- [Exercise objective]:
At the line that includes "Annotation task. Dump", begin writing out the entries below exactly, and continue through the last line without adding anything.

────────────────

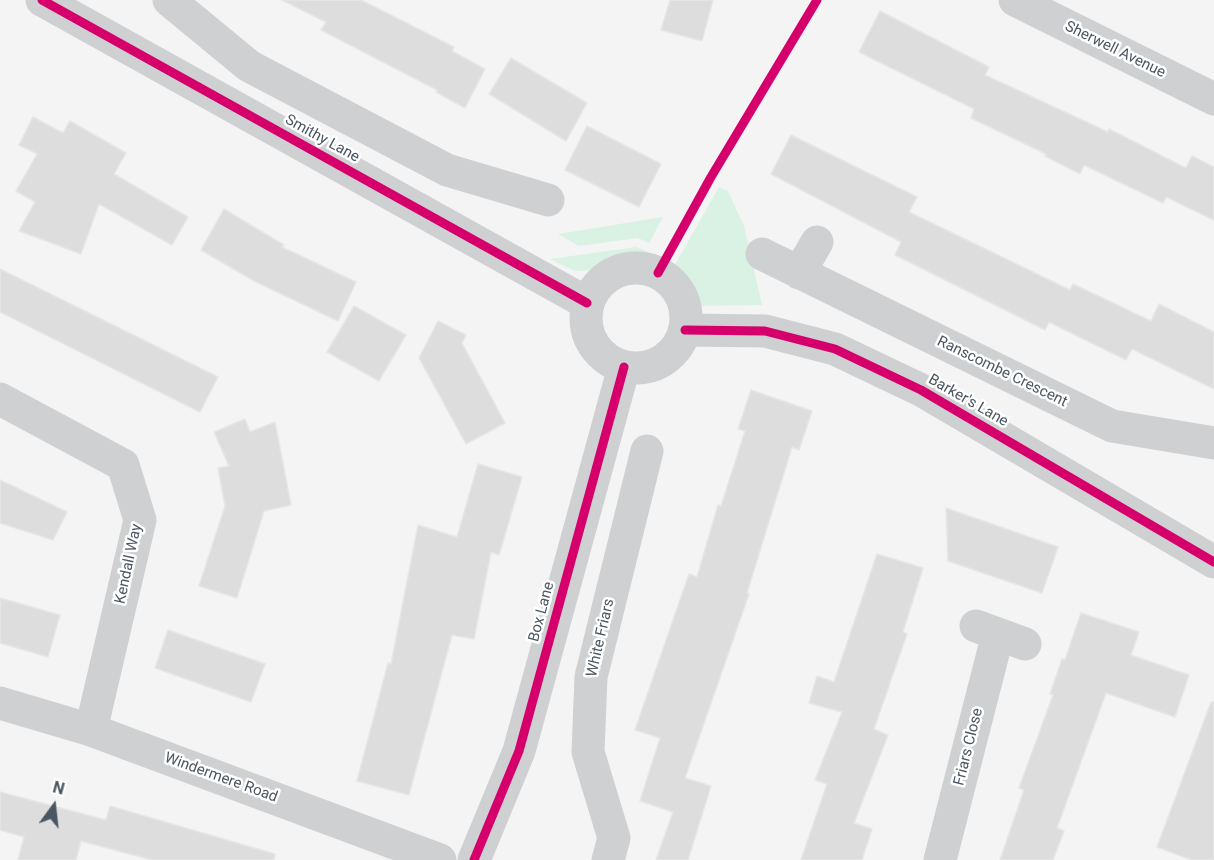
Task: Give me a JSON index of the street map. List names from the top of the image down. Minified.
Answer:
{"streets":{"street":["Sherwell Avenue","Smithy Lane","Ranscombe Crescent","Barker's Lane","Kendall Way","Box Lane","White Friars","Friars Close","Windermere Road"]},"crossings":[["Smithy Lane","Barker's Lane"],["Smithy Lane","Box Lane"],["Barker's Lane","Box Lane"],["Kendall Way","Windermere Road"]],"north":"top"}
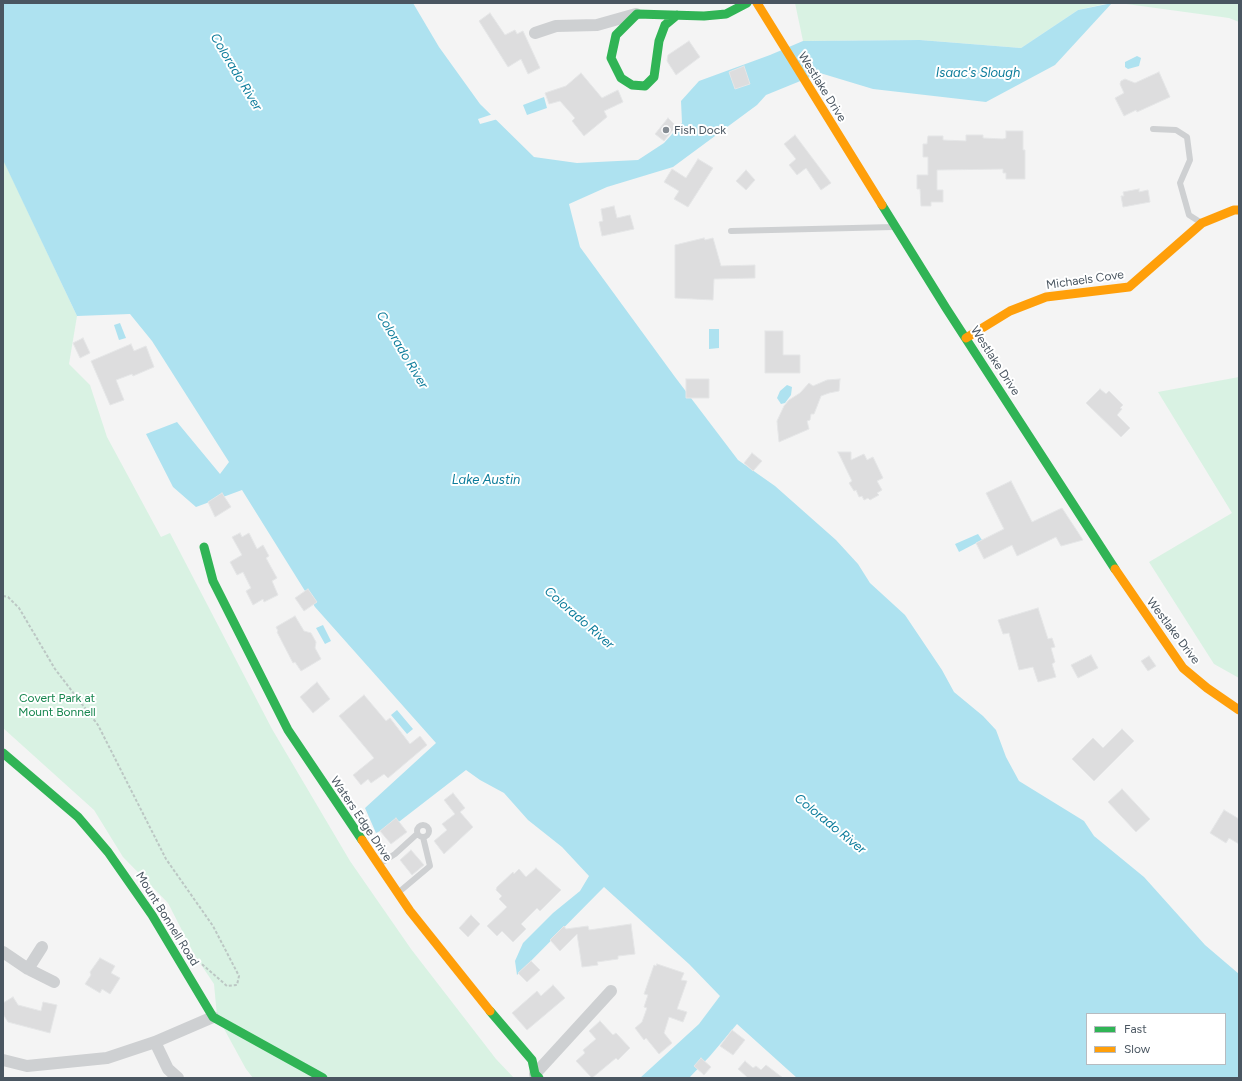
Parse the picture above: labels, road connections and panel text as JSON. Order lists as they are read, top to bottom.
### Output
{
  "streets": {
    "street": [
      "Westlake Drive",
      "Michaels Cove",
      "Waters Edge Drive",
      "Mount Bonnell Road"
    ]
  },
  "crossings": [
    ["Westlake Drive", "Michaels Cove"]
  ],
  "water": ["Colorado River", "Isaac's Slough", "Lake Austin"],
  "parks": ["Covert Park at Mount Bonnell"],
  "places": ["Fish Dock"],
  "legend": ["Fast", "Slow"]
}
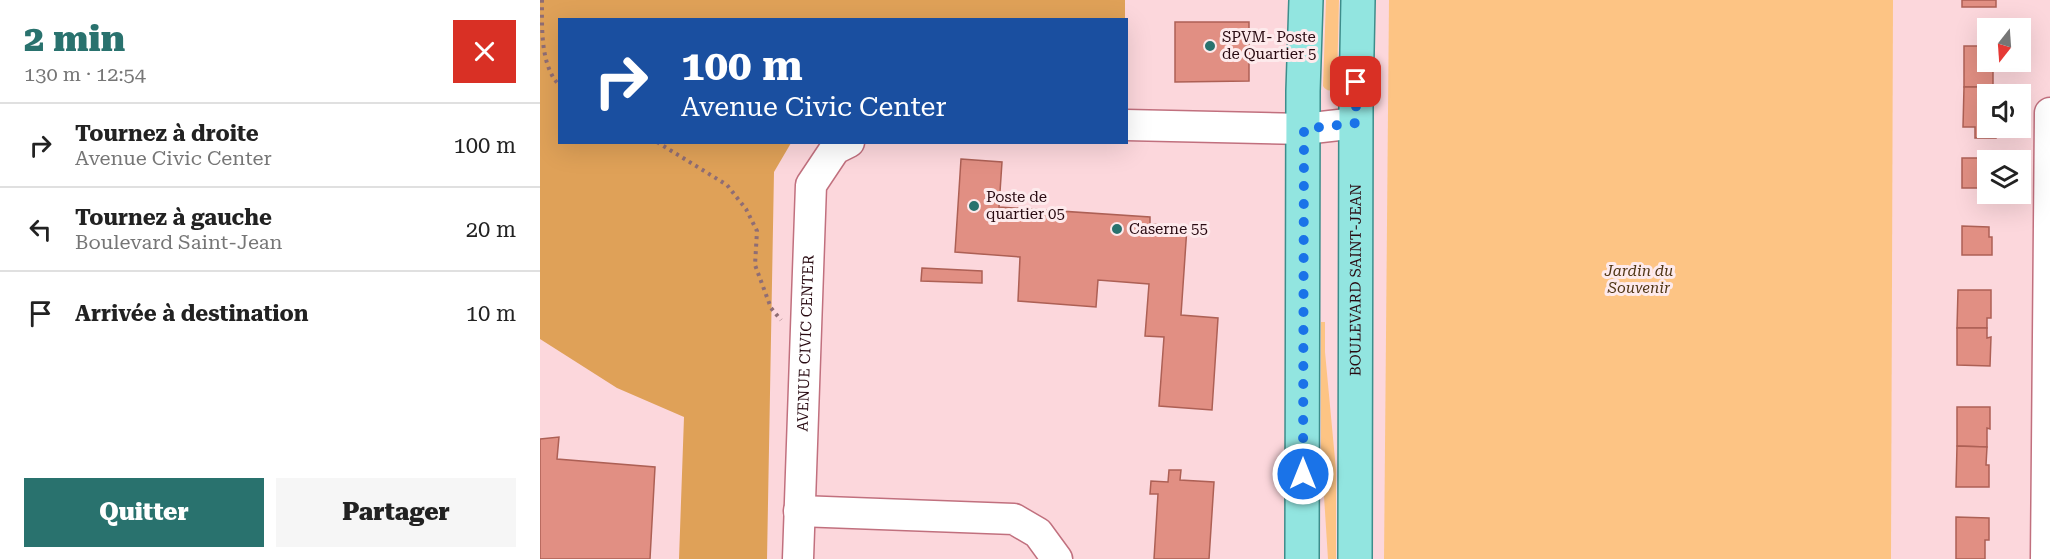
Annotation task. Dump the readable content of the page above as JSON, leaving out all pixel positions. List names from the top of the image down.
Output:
{
  "streets": {
    "main road": ["BOULEVARD SAINT-JEAN"],
    "street": ["AVENUE CIVIC CENTER"]
  },
  "parks": ["Jardin du Souvenir"],
  "places": ["SPVM- Poste de Quartier 5", "Poste de quartier 05", "Caserne 55"],
  "north": "bottom",
  "page": {
    "heading": ["2 min", "130 m · 12:54"],
    "turn": ["100 m", "Avenue Civic Center"],
    "list": [
      {
        "name": "Tournez à droite",
        "note": "Avenue Civic Center",
        "value": "100 m"
      },
      {
        "name": "Tournez à gauche",
        "note": "Boulevard Saint-Jean",
        "value": "20 m"
      },
      {
        "name": "Arrivée à destination",
        "value": "10 m"
      }
    ],
    "buttons": ["Quitter", "Partager"]
  }
}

────────────────

- [Exercise output]:
Annotation task. Dump the readable content of the page above as JSON, leaving out all pixel positions. List names from the top of the image down.
Output:
{
  "streets": {
    "main road": ["BOULEVARD SAINT-JEAN"],
    "street": ["AVENUE CIVIC CENTER"]
  },
  "parks": ["Jardin du Souvenir"],
  "places": ["SPVM- Poste de Quartier 5", "Poste de quartier 05", "Caserne 55"],
  "north": "bottom",
  "page": {
    "heading": ["2 min", "130 m · 12:54"],
    "turn": ["100 m", "Avenue Civic Center"],
    "list": [
      {
        "name": "Tournez à droite",
        "note": "Avenue Civic Center",
        "value": "100 m"
      },
      {
        "name": "Tournez à gauche",
        "note": "Boulevard Saint-Jean",
        "value": "20 m"
      },
      {
        "name": "Arrivée à destination",
        "value": "10 m"
      }
    ],
    "buttons": ["Quitter", "Partager"]
  }
}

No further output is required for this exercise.